3. Median of Two Sorted Arrays

Why you might get asked this:

A challenging problem that assesses advanced algorithmic skills, specifically binary search and divide & conquer techniques on sorted arrays to achieve O(log(min(m,n))) complexity.

How to answer:

Use binary search on the smaller array to find a partition point that correctly splits both arrays into two halves, such that all elements in the left halves are less than or equal to elements in the right halves.

Example answer:

To find the median, you need to find the k-th smallest element. By performing binary search on the partition points of the two arrays, you can effectively eliminate half of the search space in each step, converging to the correct median.

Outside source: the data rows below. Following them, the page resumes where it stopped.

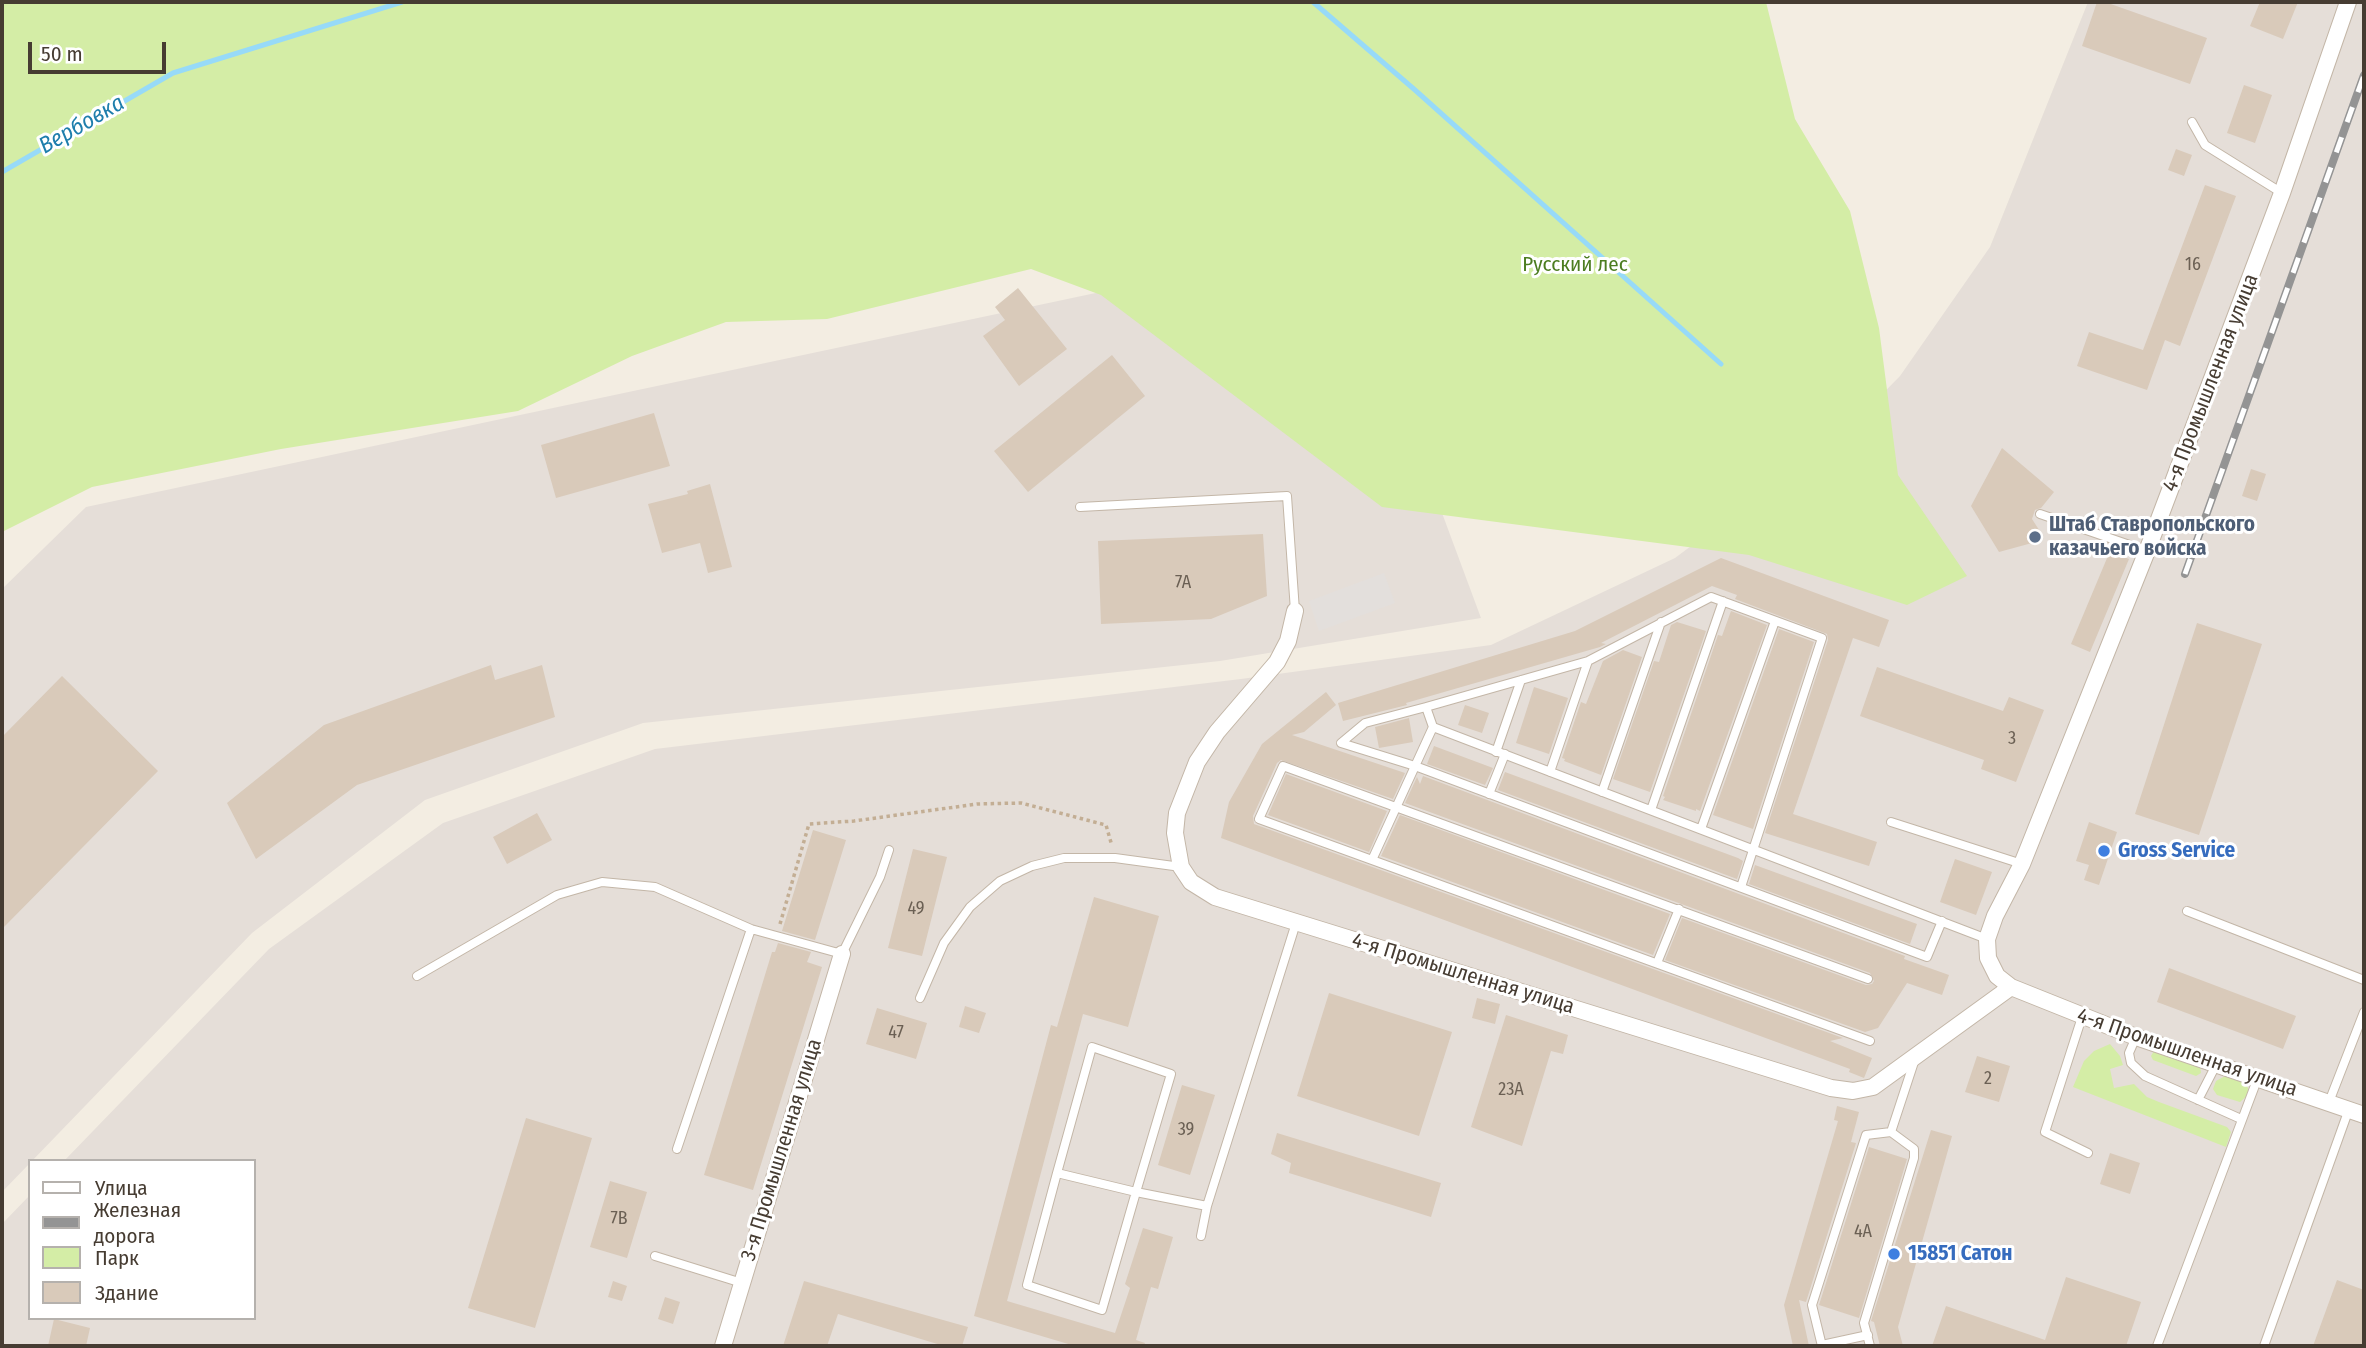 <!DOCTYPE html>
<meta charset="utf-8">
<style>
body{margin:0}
#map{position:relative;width:2366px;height:1348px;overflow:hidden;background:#f3ede2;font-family:"Fira Sans Condensed",sans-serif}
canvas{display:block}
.frame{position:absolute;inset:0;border:4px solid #463c32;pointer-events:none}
.legend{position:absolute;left:28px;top:1159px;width:228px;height:161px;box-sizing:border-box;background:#fff;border:2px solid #b5b1ad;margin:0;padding:9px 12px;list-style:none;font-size:21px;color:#463c32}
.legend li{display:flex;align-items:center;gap:14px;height:35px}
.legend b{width:35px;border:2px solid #b5b1ad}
.scale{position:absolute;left:28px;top:42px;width:138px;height:32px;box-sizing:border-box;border:4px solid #463c32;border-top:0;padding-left:9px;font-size:21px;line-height:24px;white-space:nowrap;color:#463c32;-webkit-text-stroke:5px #fff;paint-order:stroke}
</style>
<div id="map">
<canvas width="2366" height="1348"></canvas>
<div class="frame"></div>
<ul class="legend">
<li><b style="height:9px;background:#fff"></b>Улица</li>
<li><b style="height:9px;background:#949494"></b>Железная дорога</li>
<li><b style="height:19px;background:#d4eda6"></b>Парк</li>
<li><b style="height:19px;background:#d9caba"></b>Здание</li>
</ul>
<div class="scale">50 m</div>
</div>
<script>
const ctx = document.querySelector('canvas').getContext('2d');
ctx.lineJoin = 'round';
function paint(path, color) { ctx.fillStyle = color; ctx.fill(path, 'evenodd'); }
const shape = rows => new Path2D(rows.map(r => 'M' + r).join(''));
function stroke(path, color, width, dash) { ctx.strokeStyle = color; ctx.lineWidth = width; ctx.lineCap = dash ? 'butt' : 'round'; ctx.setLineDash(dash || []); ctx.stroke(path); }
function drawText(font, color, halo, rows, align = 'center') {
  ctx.font = font + ' "Fira Sans Condensed",sans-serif'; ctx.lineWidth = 6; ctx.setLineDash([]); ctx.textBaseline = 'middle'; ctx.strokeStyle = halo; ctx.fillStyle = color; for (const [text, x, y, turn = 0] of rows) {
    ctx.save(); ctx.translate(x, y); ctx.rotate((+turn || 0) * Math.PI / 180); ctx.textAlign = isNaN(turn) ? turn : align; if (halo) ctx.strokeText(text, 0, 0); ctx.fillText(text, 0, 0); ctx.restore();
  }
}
const industrial = shape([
 [2088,2,2364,2,2364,1346,2,1346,2,1224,30,1195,30,1318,254,1318,254,1161,64,1161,269,949,443,823,655,749,1241,679,1491,645,1675,558,1849,428,1900,376,1990,247],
 [1341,241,1481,618,1220,661,643,723,425,800,252,933,2,1192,2,589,86,507]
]);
const green = shape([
 [2,2,1766,2,1795,119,1850,211,1879,328,1898,475,1967,576,1907,605,1749,555,1382,507,1101,295,1031,269,827,319,726,322,632,356,518,411,281,449,92,487,2,532],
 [2110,1044,2120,1056,2123,1065,2110,1069,2114,1088,2134,1084,2147,1097,2159,1102,2227,1127,2231,1132,2226,1147,2073,1087,2084,1061,2094,1051],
 [2154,1051,2200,1065,2201,1073,2196,1076,2153,1060,2151,1056],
 [2227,1075,2245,1083,2248,1088,2248,1095,2240,1102,2217,1095,2213,1089,2216,1081]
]);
const parking = shape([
 [1384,573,1395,603,1319,631,1309,601]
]);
const stream = shape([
 [1313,2,1415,90,1721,364],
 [2,172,173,73,402,2]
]);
const building = shape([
 [2097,2,2105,2,2207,38,2190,84,2082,46],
 [2260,2,2298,2,2283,39,2250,26],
 [2244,85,2272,95,2255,143,2227,133],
 [2176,149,2192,155,2184,176,2168,170],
 [2205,185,2236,196,2180,346,2165,340,2147,390,2077,366,2089,332,2143,350],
 [1018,288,1067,349,1019,386,983,336,1005,320,995,307],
 [1112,355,1145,396,1028,492,994,451],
 [654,413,670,466,556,498,541,445],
 [2002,448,2054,492,2041,508,2035,510,2032,519,2043,536,2032,543,1999,552,1971,506],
 [2251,469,2266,474,2257,501,2242,496],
 [710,484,732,567,708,573,700,543,662,553,648,504,688,494,687,491],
 [1263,534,1267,596,1211,619,1101,624,1098,541],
 [2110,551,2129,559,2090,652,2071,644],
 [1721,558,1889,620,1879,647,1853,638,1793,814,1877,842,1869,866,1765,833,1828,640,1827,634,1735,599,1737,595,1712,586,1601,643,1606,644,1600,647,1406,703,1407,705,1343,721,1338,703,1575,631],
 [1731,611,1767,625,1700,811,1696,809,1696,811,1663,800,1665,797,1663,796,1718,635,1722,636],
 [1677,622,1706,631,1650,792,1613,779,1654,661,1659,662,1671,625],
 [2197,623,2262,644,2199,835,2135,814],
 [1779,629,1814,642,1753,829,1713,815],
 [1623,650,1642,657,1601,775,1564,761,1565,759,1562,758,1581,702,1586,704,1603,661],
 [491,665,495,680,542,665,555,717,357,785,256,859,227,803,324,725],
 [1877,667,2003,711,2009,697,2044,710,2016,782,1981,769,1984,760,1860,716],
 [62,676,158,771,2,929,2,737],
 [1534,687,1568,698,1549,754,1516,743],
 [1326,692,1336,705,1304,732,1292,735,1405,773,1393,799,1281,760,1277,763,1253,816,1254,824,1843,1038,1830,1041,1872,1058,1864,1078,1849,1072,1850,1069,1221,838,1229,802,1262,744],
 [1465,705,1489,713,1482,733,1458,725],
 [1409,718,1413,742,1379,748,1375,727],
 [1434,746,1493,768,1485,785,1427,764],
 [1505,772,1738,858,1743,861,1737,879,1498,790],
 [1286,774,1387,811,1369,852,1268,815],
 [1423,776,1905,956,1904,959,1949,975,1942,995,1907,983,1878,1028,1865,1032,1665,960,1682,918,1866,985,1872,984,1874,981,1870,973,1405,803,1417,777,1420,784],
 [537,813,552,840,507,864,493,837],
 [1400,815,1670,914,1653,955,1381,856],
 [2089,822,2117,832,2099,885,2084,880,2089,865,2076,861],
 [813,830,846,840,815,940,782,931],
 [913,849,947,857,922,956,888,948],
 [1955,859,1992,872,1976,915,1940,902],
 [1755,865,1917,924,1910,944,1749,884],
 [1094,897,1159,916,1128,1027,1083,1014,1007,1301,1115,1333,1130,1288,1125,1284,1143,1228,1173,1237,1158,1289,1151,1287,1136,1340,1145,1343,1144,1346,1075,1346,974,1316,1051,1025,1057,1027],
 [778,943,811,952,807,962,822,967,753,1190,704,1175,772,952,775,952],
 [2169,968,2296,1016,2283,1049,2157,1002],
 [1329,993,1452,1032,1419,1136,1297,1096],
 [1477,998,1500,1004,1495,1024,1472,1018],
 [965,1006,986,1013,979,1033,959,1027],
 [877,1008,927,1023,916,1059,866,1044],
 [1506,1015,1568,1035,1563,1054,1551,1051,1522,1146,1471,1127],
 [1977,1056,2010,1066,1999,1102,1965,1092],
 [1182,1085,1215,1095,1190,1175,1158,1165],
 [1837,1106,1859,1112,1851,1142,1856,1143,1806,1302,1799,1300,1809,1346,1793,1346,1784,1305,1838,1121,1834,1120],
 [526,1118,592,1138,535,1328,468,1308],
 [1931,1130,1952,1136,1898,1327,1903,1346,1880,1346,1874,1322,1871,1321],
 [1277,1133,1441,1183,1431,1217,1289,1173,1291,1163,1271,1154],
 [1869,1147,1907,1159,1859,1318,1819,1305],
 [2110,1153,2140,1163,2130,1194,2100,1184],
 [610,1181,647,1192,627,1258,590,1247],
 [2066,1277,2141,1302,2126,1346,1932,1346,1946,1306,2045,1340],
 [2337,1280,2364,1290,2364,1346,2313,1346],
 [613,1281,627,1286,622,1301,608,1297],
 [804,1281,968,1327,962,1346,944,1346,838,1314,827,1346,783,1346],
 [665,1297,680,1302,673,1324,658,1319],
 [54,1319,90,1328,86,1346,48,1346]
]);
const path = shape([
 [780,924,809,824,854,821,977,804,1021,803,1106,825,1112,846]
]);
const service = shape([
 [2192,122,2205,145,2282,193],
 [1080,507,1287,496,1295,611],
 [2040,514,2147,551],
 [1426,707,1588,661,1711,597,1822,638,1741,887],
 [1433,727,1426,707,1365,723,1341,743,1415,766,1927,957,1942,921],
 [1496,752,1521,680],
 [1550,772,1588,661],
 [1602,792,1661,622],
 [1489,794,1505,754],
 [1651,810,1723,601],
 [1891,822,2022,864],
 [1701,829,1775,621],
 [1372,860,1259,819,1283,766,1868,979],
 [2187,911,2364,980],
 [1657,963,1679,909],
 [417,976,557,895,602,882,655,887,751,929],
 [920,998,944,943,970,907,1000,881,1032,866,1064,858,1115,858,1181,867],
 [2082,1017,2045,1132,2088,1153],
 [2136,1037,2129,1053,2131,1063,2145,1076,2241,1119],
 [1870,1041,1372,860,1433,727,1987,939],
 [2198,1100,2216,1065],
 [2329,1102,2364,1012],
 [1891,1132,1915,1059],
 [677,1149,751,929,842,954,880,877,889,850],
 [1057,1173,1092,1047,1171,1074,1136,1192,1102,1310,1027,1285,1057,1173,1136,1192,1207,1206],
 [1201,1236,1207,1206,1296,923],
 [655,1256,742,1283],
 [1822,1345,1868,1335],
 [1822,1346,1812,1305,1866,1135,1891,1132,1914,1149,1914,1158,1864,1323,1870,1346],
 [2157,1346,2257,1080],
 [2264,1346,2349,1109]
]);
const minor = shape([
 [2348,2,2282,193,2147,551,2022,864,1995,916,1987,939,1988,958,1997,976,2011,987,2136,1037,2364,1115],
 [1295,611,1288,641,1277,662,1217,732,1197,762,1177,813,1175,833,1181,867,1191,882,1215,897,1831,1088,1853,1091,1873,1087,2011,987],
 [723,1346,842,954]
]);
const rail = shape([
 [2185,574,2364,75]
]);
const markers = [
 [2035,537,7,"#5c6f8a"],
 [2104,851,7,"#3f7fe0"],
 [1894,1254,7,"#3f7fe0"]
];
const numberNames = [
 ["16",2193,265],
 ["7А",1183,583],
 ["3",2012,739],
 ["49",916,909],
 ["47",896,1033],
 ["2",1988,1079],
 ["23А",1511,1090],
 ["39",1186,1130],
 ["7В",619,1219],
 ["4А",1863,1232]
];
const parkNames = [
 ["Русский лес",1575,265]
];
const streetNames = [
 ["4-я Промышленная улица",2211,383,-69],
 ["4-я Промышленная улица",1463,974,17],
 ["4-я Промышленная улица",2187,1053,19],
 ["3-я Промышленная улица",782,1150,-73]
];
const serviceNames = [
 ["Штаб Ставропольского",2049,525],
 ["казачьего войска",2049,549]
];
const shopNames = [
 ["Gross Service",2118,851],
 ["15851 Сатон",1908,1254]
];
const waterNames = [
 ["Вербовка",82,125,-30]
];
paint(industrial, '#e5ded8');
paint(green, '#d4eda6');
paint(parking, '#e3dfdc');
stroke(stream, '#97daf8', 5);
paint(building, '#d9caba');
stroke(service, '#c3b6a7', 10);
stroke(minor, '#c3b6a7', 18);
stroke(path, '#c3ae94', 3.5, [3.5, 3.5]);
stroke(service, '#fff', 8);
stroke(minor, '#fff', 16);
stroke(rail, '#949494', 8);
stroke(rail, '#fff', 5, [16]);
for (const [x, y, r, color] of markers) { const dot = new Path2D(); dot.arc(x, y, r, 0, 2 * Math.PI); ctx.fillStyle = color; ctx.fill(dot); stroke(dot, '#fff', 2.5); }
drawText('18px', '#6b6054', null, numberNames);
drawText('21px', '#4c7d20', '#fff', parkNames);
drawText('21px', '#463c32', '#fff', streetNames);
drawText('bold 21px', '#4e5e75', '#fff', serviceNames, 'left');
drawText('bold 21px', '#366cbe', '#fff', shopNames, 'left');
drawText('italic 23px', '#1e7eac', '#fff', waterNames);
</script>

4. Longest Substring Without Repeating Characters

Why you might get asked this:

Tests your understanding of the sliding window technique and hash sets/maps to efficiently track character occurrences and manage window boundaries.

How to answer:

Use a sliding window. Expand the window's right boundary, adding characters to a set. If a duplicate is found, shrink the window's left boundary until the duplicate is removed from the set, then update max length.

Example answer:

String "abcabcbb". Window [a], [a,b], [a,b,c]. Next a is repeat. Shrink: [b,c,a]. Max length 3. Window [b,c,a,b]. Repeat b. Shrink: [c,a,b]. Track max length.

5. Reverse Linked List

Why you might get asked this:

A fundamental linked list manipulation problem, assessing your ability to manage pointers and understand iterative or recursive approaches to list reversal.

How to answer:

Iteratively, keep track of prev, curr, and next pointers. For each node, set curr.next to prev, then update prev to curr and curr to next.

Example answer:

1 -> 2 -> 3 -> 4 -> 5. Start with prev=null, curr=1. First step: 1.next=null, prev=1, curr=2. Second: 2.next=1, prev=2, curr=3. Continue until curr is null. Result: 5 -> 4 -> 3 -> 2 -> 1.

6. Merge Intervals

Why you might get asked this:

Tests your ability to handle interval-based problems, requiring sorting and a single-pass merge logic, common in scheduling or resource allocation scenarios.

How to answer:

First, sort the intervals based on their start times. Then, iterate through the sorted intervals, merging overlapping ones by extending the end time of the current merged interval.

Example answer:

Intervals [[1,3],[2,6],[8,10],[15,18]]. Sort: already sorted. Merge [1,3] and [2,6] to [1,6]. [1,6] does not overlap with [8,10]. [8,10] does not overlap [15,18]. Result: [[1,6],[8,10],[15,18]].

7. Three Sum

Why you might get asked this:

A classic problem combining sorting with the two-pointer technique to find unique triplets that sum to zero, testing optimization for unique combinations and duplicates.

How to answer:

Sort the array. Iterate through each element nums[i]. For each nums[i], use two pointers (left and right) on the remaining array to find nums[left] + nums[right] = -nums[i]. Handle duplicates by skipping.

Example answer:

nums = [-1,0,1,2,-1,-4]. Sort: [-4,-1,-1,0,1,2].
For i=0, num[i]=-4: left=1, right=5. Target 4. No pair.
For i=1, num[i]=-1: left=2, right=5. Target 1.
[-1,0,1] works. Skip duplicates for num[i].
[-1,2,-1] works. The result will be [[-1,-1,2],[-1,0,1]].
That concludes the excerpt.